The software called Distributed Numbering Architecture (‘DNA’) turns an Android phone into an independent network router broadcasting and managing calls in mesh P2P mode. To enjoy adhoc wireless networking you will have to root your phone invalidating its warranty, if you choose not to root your mobile phone you can still use it for free P2P calls with people connected to the same Access Point but you won’t be able to transmit data like SMS messages, called MeshMS, and share files.

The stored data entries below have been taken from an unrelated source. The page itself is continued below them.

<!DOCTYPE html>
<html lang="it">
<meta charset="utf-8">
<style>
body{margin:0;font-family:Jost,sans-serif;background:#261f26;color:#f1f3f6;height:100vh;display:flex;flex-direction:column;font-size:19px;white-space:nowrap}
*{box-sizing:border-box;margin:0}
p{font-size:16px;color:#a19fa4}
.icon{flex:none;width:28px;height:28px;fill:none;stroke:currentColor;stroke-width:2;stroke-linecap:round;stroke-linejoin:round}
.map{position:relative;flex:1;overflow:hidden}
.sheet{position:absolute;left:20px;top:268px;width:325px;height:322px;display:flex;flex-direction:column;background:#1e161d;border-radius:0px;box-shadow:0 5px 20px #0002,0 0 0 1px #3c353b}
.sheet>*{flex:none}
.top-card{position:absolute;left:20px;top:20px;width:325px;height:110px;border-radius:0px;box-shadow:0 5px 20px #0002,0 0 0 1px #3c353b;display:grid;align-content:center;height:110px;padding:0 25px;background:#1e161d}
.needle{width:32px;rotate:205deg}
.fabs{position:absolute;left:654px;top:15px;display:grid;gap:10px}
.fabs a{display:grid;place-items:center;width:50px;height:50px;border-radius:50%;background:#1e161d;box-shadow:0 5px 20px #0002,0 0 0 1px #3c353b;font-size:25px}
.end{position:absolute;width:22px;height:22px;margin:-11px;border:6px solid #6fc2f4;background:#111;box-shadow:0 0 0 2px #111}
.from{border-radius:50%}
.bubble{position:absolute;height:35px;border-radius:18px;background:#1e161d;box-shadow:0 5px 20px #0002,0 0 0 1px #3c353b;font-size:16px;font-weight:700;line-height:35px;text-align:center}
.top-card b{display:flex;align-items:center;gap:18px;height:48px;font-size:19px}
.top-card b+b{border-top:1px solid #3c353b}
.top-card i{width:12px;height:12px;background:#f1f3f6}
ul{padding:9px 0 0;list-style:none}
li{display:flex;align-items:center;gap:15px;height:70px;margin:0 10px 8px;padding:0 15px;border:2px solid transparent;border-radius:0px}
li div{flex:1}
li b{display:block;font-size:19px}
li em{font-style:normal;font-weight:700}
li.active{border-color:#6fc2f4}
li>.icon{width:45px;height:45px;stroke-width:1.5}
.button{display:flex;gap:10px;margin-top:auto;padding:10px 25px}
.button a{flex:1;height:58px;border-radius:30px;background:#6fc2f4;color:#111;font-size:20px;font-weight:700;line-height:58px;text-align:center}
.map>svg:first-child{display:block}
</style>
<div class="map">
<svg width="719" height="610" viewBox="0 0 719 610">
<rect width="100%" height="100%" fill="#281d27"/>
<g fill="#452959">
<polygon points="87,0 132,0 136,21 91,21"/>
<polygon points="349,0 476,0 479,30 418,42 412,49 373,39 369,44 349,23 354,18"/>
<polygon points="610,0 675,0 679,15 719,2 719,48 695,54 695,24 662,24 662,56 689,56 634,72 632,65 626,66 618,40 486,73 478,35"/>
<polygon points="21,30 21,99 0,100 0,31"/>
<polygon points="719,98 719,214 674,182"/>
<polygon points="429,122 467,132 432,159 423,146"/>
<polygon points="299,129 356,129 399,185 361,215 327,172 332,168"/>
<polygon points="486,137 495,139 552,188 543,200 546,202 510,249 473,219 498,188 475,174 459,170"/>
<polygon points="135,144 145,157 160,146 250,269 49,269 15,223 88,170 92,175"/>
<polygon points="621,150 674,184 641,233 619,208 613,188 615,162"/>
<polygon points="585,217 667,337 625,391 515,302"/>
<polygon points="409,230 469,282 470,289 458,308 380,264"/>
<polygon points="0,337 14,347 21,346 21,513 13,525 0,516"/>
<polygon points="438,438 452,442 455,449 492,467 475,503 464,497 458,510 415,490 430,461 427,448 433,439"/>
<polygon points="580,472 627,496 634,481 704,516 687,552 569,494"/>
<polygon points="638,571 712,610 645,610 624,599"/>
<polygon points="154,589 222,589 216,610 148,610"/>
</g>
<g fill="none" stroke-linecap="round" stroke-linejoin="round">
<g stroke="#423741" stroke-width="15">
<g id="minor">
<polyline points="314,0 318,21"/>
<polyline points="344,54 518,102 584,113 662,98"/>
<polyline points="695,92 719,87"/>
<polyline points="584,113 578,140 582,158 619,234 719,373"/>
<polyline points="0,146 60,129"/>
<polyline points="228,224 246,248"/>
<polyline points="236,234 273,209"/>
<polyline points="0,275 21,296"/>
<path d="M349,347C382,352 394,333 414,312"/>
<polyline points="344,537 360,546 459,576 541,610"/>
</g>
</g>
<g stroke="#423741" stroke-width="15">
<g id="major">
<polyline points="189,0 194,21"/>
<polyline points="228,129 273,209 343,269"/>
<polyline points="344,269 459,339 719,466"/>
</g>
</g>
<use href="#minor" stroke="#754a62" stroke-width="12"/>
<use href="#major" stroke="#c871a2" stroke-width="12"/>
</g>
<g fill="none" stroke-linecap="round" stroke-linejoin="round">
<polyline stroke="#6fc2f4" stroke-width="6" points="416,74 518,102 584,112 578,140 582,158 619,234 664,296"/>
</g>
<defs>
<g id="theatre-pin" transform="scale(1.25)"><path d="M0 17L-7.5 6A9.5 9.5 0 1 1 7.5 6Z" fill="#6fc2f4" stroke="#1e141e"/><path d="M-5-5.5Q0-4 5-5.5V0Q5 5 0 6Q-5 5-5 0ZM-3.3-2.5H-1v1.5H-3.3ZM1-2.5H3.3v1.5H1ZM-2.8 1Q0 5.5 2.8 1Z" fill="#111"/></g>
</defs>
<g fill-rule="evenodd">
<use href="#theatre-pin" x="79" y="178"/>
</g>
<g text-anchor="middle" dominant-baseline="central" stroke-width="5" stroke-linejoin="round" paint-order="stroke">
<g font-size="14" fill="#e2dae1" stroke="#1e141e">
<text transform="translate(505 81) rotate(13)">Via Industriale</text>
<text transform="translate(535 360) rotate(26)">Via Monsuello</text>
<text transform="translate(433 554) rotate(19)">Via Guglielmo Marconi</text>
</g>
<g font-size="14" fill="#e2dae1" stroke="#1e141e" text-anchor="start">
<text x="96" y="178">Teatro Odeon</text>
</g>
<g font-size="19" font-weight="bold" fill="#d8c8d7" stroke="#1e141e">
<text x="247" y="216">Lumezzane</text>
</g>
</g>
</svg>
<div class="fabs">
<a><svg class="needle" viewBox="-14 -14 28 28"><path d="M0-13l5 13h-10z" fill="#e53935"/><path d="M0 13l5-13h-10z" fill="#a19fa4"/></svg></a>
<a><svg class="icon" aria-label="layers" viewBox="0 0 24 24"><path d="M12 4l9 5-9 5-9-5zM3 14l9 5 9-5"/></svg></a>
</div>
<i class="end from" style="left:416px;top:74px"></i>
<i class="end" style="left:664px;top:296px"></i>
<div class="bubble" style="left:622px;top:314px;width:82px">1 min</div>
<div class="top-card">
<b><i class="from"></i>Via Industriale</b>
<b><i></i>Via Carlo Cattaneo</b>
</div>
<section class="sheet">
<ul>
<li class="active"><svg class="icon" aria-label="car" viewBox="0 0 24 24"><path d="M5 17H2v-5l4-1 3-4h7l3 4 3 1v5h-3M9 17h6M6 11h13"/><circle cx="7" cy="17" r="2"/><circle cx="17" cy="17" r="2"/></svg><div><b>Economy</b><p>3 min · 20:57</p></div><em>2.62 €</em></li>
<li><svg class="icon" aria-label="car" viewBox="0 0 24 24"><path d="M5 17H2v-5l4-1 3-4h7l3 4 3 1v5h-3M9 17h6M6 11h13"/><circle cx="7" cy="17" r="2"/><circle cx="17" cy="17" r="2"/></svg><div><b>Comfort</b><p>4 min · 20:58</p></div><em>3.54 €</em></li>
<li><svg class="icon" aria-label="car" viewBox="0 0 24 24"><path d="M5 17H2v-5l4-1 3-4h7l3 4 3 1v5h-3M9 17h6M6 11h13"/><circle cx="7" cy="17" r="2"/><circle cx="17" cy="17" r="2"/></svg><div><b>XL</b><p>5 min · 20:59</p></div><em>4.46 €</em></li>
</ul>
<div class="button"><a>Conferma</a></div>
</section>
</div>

The Serval Batphone software will guide through installation using a configuration wizard, the settings allow you to make a call through the Serval network, suspend services to allow your phone to operate as normal with a mobile phone company providing coverage, and reset your phone number, which can contain from 5 to 32 digits, numbers starting with 11 are reserved for emergency lines. If something does not work you can troubleshoot problems by going to the Wifi settings changing the SSID, frequency channel or router implementation, advanced users can create a new mesh on a different subnet changing the network address.

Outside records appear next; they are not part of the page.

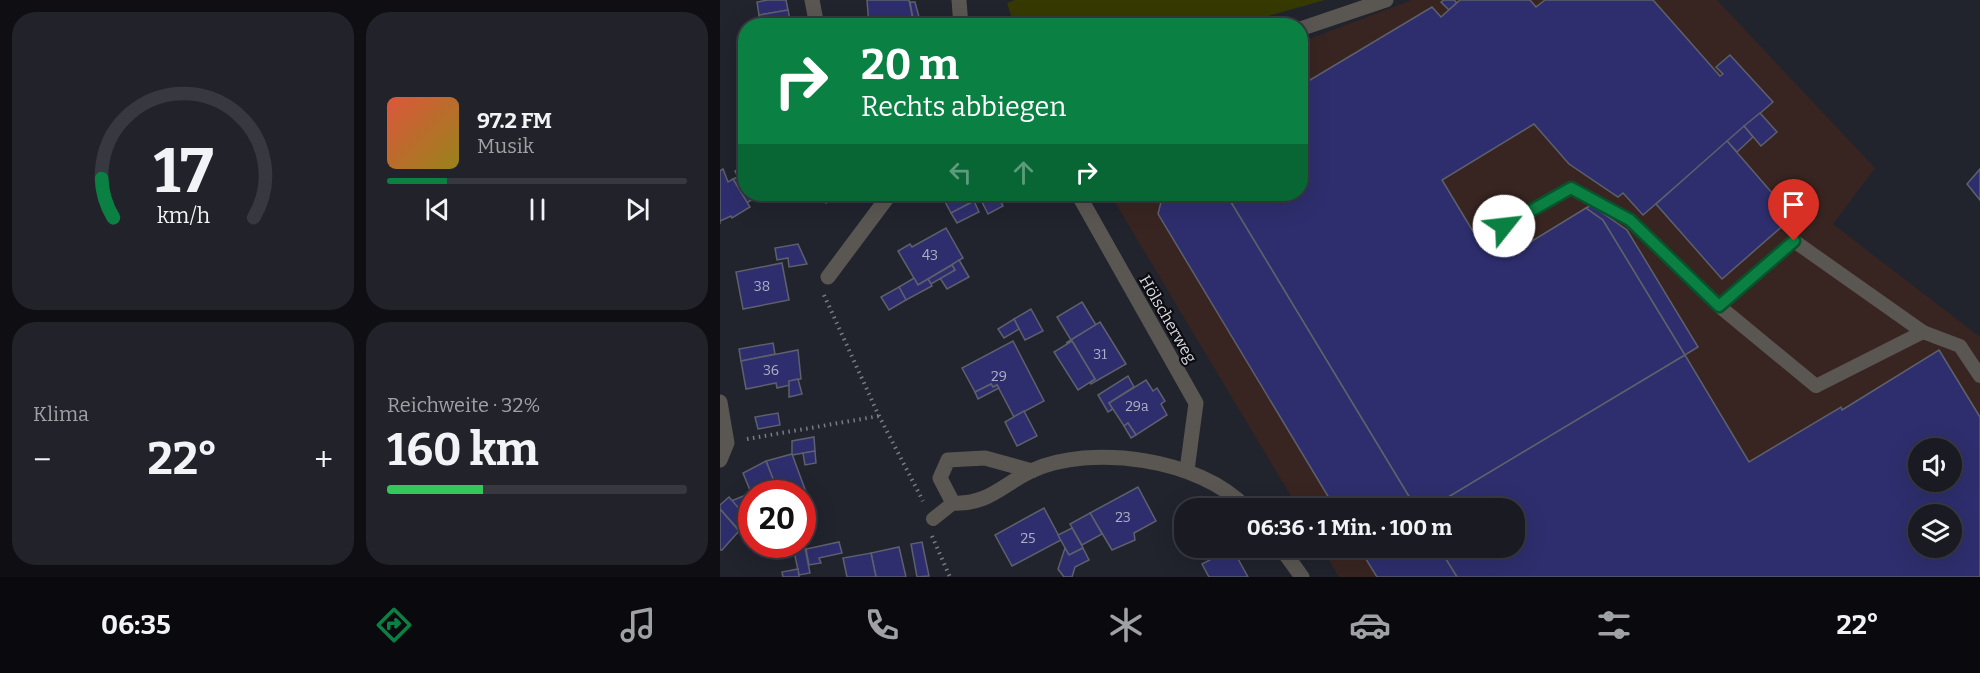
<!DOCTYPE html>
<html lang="de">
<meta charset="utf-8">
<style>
body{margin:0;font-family:Bitter,serif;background:#22232a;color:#f1f3f6;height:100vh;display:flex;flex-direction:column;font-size:22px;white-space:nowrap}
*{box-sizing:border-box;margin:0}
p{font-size:20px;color:#9fa1a5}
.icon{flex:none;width:33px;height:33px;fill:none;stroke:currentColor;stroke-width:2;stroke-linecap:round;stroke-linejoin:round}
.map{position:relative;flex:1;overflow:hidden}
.panel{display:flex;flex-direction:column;gap:12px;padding:12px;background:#0e0e13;width:720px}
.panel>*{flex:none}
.banner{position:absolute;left:18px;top:18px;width:570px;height:183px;border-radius:24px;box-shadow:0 6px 24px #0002,0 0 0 2px #373840;background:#0b8043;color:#fff;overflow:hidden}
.buttons{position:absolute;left:1188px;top:438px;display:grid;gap:12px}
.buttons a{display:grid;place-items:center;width:54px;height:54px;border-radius:50%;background:#191a22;box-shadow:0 6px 24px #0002,0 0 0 2px #373840;font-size:30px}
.speed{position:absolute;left:18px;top:480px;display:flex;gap:12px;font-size:30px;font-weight:700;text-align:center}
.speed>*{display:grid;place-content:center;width:78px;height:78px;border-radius:50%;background:#191a22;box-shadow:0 6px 24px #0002,0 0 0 2px #373840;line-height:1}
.speed .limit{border:9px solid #d22;background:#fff;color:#111}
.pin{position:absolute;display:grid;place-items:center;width:51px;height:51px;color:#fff;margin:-62px -26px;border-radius:50% 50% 50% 0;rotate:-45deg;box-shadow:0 0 6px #0007}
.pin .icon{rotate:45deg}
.me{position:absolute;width:66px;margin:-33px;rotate:61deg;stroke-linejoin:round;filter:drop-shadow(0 0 4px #0008)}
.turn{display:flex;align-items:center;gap:21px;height:126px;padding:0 24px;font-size:27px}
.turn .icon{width:78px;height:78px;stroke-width:2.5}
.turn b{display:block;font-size:42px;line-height:51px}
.lanes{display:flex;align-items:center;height:57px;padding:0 24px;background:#0003;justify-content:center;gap:30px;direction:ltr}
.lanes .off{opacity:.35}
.big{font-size:45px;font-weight:700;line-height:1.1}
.panel .card{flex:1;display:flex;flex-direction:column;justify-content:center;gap:9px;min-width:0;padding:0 21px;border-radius:24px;background:#22232a}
.panel .dial{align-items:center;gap:0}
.dial svg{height:156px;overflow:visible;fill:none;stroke:#373840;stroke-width:7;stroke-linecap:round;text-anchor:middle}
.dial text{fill:#f1f3f6;stroke:none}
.song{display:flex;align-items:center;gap:18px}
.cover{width:72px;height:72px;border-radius:9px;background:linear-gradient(135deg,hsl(10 70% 55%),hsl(50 70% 35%))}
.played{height:6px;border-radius:3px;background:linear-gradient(90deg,#0b8043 20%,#373840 20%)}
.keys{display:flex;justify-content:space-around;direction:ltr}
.heat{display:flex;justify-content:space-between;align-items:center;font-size:33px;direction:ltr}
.charge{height:9px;border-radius:4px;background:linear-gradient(90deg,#34c759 32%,#373840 0)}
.panel .tiles{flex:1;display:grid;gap:12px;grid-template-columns:repeat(2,1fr)}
.trip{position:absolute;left:454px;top:498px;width:351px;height:60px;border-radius:24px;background:#191a22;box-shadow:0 6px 24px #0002,0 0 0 2px #373840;font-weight:700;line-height:60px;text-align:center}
.menu{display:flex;height:96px;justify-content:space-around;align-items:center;background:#0a0a0e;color:#9fa1a5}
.menu .icon{width:42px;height:42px}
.menu .on{color:#0b8043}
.menu b{font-size:27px;color:#f1f3f6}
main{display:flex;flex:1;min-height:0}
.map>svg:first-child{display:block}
.industrial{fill:#382521;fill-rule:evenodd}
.green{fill:#363900}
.building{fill:#2e2e6e;stroke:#5e606c;stroke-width:1.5;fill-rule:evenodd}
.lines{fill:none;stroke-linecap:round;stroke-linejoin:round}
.path{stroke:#7a7b84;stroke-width:4;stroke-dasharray:1.5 4.5;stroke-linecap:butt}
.service{stroke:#5a5652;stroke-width:14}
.minor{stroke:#5a5652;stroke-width:15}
.route-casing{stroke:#07532c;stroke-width:15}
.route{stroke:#0b8043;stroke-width:10}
.labels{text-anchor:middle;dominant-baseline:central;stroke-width:4.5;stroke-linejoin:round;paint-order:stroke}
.number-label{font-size:14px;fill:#aeaec4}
.street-label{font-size:16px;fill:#d8d9e0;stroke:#0c0c11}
</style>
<main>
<section class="panel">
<div class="tiles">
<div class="card dial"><svg viewBox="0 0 100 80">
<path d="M14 69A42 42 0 1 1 86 69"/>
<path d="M14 69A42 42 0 0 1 8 49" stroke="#0b8043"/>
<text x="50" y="56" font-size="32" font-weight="700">17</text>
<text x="50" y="72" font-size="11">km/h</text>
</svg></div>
<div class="card">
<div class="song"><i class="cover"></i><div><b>97.2 FM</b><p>Musik</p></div></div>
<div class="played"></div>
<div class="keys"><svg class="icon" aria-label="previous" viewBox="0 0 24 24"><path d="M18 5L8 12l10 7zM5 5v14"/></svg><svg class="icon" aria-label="pause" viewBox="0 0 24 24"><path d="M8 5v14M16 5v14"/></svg><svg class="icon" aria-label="next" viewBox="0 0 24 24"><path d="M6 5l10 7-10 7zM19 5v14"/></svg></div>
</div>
<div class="card"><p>Klima</p>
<div class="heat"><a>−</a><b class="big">22°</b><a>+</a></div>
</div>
<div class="card"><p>Reichweite · 32%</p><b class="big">160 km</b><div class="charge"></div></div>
</div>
</section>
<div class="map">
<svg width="1260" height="577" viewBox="0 0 1260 577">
<rect width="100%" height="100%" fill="#21232d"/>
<!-- industrial -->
<path class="industrial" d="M692,0H997L1155,168L1113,224L1260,337V577H619L602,548H795V508H578L390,194H580L581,42ZM1198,448H1232V482H1198ZM1198,514H1232V548H1198Z"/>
<!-- green -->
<polygon class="green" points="295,0 605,0 516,25 294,25 287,3"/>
<!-- building -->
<g class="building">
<polygon points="48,0 66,0 68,10 39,15 37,2"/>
<polygon points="147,0 189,0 193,19 199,17 200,26 149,26"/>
<polygon points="724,0 734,0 737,3 729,10 721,2"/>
<polygon points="740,0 810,0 816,7 825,0 933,0 1000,76 1003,74 996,67 1010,55 1053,102 923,215 903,193 898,197 849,164 814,124 722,180 763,248 804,246 866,208 883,220 965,355 710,508 696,508 506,194 580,194 580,86 712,7 721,17"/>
<polygon points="190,2 195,2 199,17 193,19"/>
<polygon points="68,10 71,24 41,26 39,15"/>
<polygon points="1040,113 1057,132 1041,146 1024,126"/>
<polygon points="1024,126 1033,137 1017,152 1007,141"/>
<polygon points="1007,141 1073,217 1002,279 936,204"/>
<polygon points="26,165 26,194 43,194 26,203 13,179 18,177 15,171"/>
<polygon points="3,169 8,182 13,179 30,207 12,218 11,216 0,221 0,224 0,171"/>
<polygon points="1260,169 1260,200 1247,184"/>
<polygon points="100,194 122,194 106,203"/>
<polygon points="221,194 250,194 254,201 231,213"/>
<polygon points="258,194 277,194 283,206 268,214"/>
<polygon points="443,194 506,194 696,508 615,508 438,214"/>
<polygon points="254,201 259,212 237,223 231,213"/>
<polygon points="871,205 907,230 978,347 965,355 883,220 866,208"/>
<polygon points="226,228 243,258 198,285 178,251 190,244 192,247"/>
<polygon points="78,244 87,264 69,267 68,258 57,260 55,248"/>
<polygon points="239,260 249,277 227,289 220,278 235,270 232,265"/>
<polygon points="62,263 69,300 23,309 16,272"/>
<polygon points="232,265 235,270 211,284 208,279"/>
<polygon points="194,278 198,285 208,279 212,286 186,300 179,287"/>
<polygon points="179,287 186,300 169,310 161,297"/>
<polygon points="362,302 376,325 351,340 337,317"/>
<polygon points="311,309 323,331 305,340 294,319"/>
<polygon points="294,319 299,329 284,338 278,329"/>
<polygon points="380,322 406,364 371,384 370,382 375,379 352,341 346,343"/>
<polygon points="293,341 324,401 294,417 277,385 273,387 271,384 255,392 242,368"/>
<polygon points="352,341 375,379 358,390 334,352"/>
<polygon points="53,343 55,354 21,361 19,349"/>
<polygon points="78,350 81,379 69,381 70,385 57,388 56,383 26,389 21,361"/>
<path d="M1219,350L1260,417V577H737L719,548H795V508H710L965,355L1029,462L1121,407L1122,410ZM1198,448H1232V482H1198ZM1198,514H1232V548H1198Z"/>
<polygon points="408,376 414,387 389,403 393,409 388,412 378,395"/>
<polygon points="78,379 82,394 69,397 69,381"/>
<polygon points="426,380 433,391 437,388 445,401 441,404 447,415 416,435 408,423 404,426 389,403"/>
<polygon points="271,384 273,387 277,385 279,388 258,399 255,392"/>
<polygon points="304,411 317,436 297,446 285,422"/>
<polygon points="58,413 60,425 38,429 35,417"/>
<polygon points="408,423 416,435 411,438 404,426"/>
<polygon points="94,437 95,451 72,455 72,441"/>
<polygon points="95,451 96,463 85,465 83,453"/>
<polygon points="72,454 86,492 59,494 46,461"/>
<polygon points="46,461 59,494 32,495 23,473"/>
<polygon points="418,487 436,521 414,533 415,540 392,550 370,513"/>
<polygon points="31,493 32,495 32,523 11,501"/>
<polygon points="9,497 29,520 19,530 0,509 0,505"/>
<polygon points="324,508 341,540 292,566 275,535"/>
<polygon points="0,509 19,531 2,550 0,550"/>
<polygon points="370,513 382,534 362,545 350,524"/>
<polygon points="352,528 363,548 349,555 338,535"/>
<polygon points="119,542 122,553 99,558 101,563 89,565 86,549"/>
<polygon points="202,542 209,576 197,577 191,544"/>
<polygon points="179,547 186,577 156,577 151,553"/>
<polygon points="85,548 90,573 79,575 74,551"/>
<polygon points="345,548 349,555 363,548 369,560 355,567 352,577 344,577 338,569"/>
<polygon points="512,548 528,577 489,577 482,564"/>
<polygon points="639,548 719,548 737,577 657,577"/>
<polygon points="151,553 156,577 127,577 123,558"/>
<polygon points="78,569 79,577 63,577 62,572"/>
</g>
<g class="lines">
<!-- path -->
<g class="path">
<polyline points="104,295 159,416 203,501"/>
<polyline points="27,439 159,416"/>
<polyline points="212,536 230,577"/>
</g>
<!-- service -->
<g class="service">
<polyline points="784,226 851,188 910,220 999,306 1096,386 1203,332"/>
<polyline points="999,306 1074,241 1203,332 1240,346 1260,376"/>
<polyline points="213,519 233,503"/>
</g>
<!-- minor -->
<g class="minor">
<polyline points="92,0 97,26"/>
<polyline points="239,0 241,26"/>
<polyline points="580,29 666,0"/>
<polyline points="358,194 476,403 467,470"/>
<polyline points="108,277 170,194"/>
<polyline points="0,402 7,443 0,460"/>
<path d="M312,471L265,458L228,460L220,478L233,503C268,505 282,485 311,471C371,443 481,459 526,508"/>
<polyline points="561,548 582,577"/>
</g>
</g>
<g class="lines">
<defs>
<polyline id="route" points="784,226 851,188 910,220 999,306 1074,241"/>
</defs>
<!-- route casing -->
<use href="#route" class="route-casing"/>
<!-- route -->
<use href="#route" class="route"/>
</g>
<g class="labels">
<!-- number labels -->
<g class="number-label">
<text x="210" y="255">43</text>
<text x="42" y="286">38</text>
<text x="380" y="354">31</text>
<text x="51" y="370">36</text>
<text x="279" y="376">29</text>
<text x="417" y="406">29a</text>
<text x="403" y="517">23</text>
<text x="308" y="538">25</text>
</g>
<!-- street labels -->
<g class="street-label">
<text transform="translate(448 319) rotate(60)">Hölscherweg</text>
</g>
</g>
</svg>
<div class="buttons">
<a><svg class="icon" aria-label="sound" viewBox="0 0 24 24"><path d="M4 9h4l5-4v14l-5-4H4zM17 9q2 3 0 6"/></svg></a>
<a><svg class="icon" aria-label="layers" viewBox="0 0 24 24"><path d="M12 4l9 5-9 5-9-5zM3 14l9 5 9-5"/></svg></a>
</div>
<div class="speed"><div class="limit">20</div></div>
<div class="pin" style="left:1074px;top:241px;background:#d93025"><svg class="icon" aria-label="arrive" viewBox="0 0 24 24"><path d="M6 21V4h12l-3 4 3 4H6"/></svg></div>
<svg class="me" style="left:784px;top:226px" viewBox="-20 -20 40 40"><circle r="19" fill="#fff"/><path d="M0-13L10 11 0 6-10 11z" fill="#0b8043"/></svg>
<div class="trip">06:36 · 1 Min. · 100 m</div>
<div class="banner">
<div class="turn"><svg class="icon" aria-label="right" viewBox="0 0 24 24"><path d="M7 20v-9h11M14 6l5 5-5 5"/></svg><div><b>20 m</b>Rechts abbiegen</div></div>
<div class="lanes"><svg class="icon off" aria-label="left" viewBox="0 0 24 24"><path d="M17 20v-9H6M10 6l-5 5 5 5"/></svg><svg class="icon off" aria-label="ahead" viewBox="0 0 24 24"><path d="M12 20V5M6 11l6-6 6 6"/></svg><svg class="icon" aria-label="right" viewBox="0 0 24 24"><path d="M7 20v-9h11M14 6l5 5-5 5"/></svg></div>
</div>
</div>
</main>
<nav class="menu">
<b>06:35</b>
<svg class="icon on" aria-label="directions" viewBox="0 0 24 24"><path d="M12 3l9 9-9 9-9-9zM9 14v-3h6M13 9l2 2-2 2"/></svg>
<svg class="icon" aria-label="music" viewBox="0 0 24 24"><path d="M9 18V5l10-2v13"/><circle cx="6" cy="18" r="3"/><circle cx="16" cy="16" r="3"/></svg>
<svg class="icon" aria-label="phone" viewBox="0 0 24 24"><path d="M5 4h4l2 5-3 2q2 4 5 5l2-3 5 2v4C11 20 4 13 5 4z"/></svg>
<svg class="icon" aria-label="climate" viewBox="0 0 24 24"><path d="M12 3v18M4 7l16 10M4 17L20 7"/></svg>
<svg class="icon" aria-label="car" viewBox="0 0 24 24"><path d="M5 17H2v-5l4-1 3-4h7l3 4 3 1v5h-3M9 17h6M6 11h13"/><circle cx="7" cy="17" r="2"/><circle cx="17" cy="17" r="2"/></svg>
<svg class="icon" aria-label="filters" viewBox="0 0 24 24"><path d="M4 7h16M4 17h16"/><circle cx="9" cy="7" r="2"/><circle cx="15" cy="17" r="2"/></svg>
<b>22°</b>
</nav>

Serval makes use of SipDroid, an open source free VoIP client for Android, options found on SipDroid can be found in Serval too.
Although the initial idea of this project is to provide mobile phone coverage to extreme poverty and remote zone areas, I can envision the utility of this network by a group of acute paranoid people concerned about mobile phone companies keeping logs of their calls or fed up paying high fees, but every single node in the network would have to be trusted for this since they route the calls, probably not feasible with you have a large number of devices and impersonation is fairly trivial since there is no central authority allocating phone numbers, solutions to these problems could come in the form of call encryption and requiring a verbal identification password when the call is established.
Currently still in development, it has been successfully tested by the developers in the Australian outback to make P2P mobile phone calls covering 1 square kilometer, future features include filesharing with people who are not reachable at the moment and a version for Apple iOS.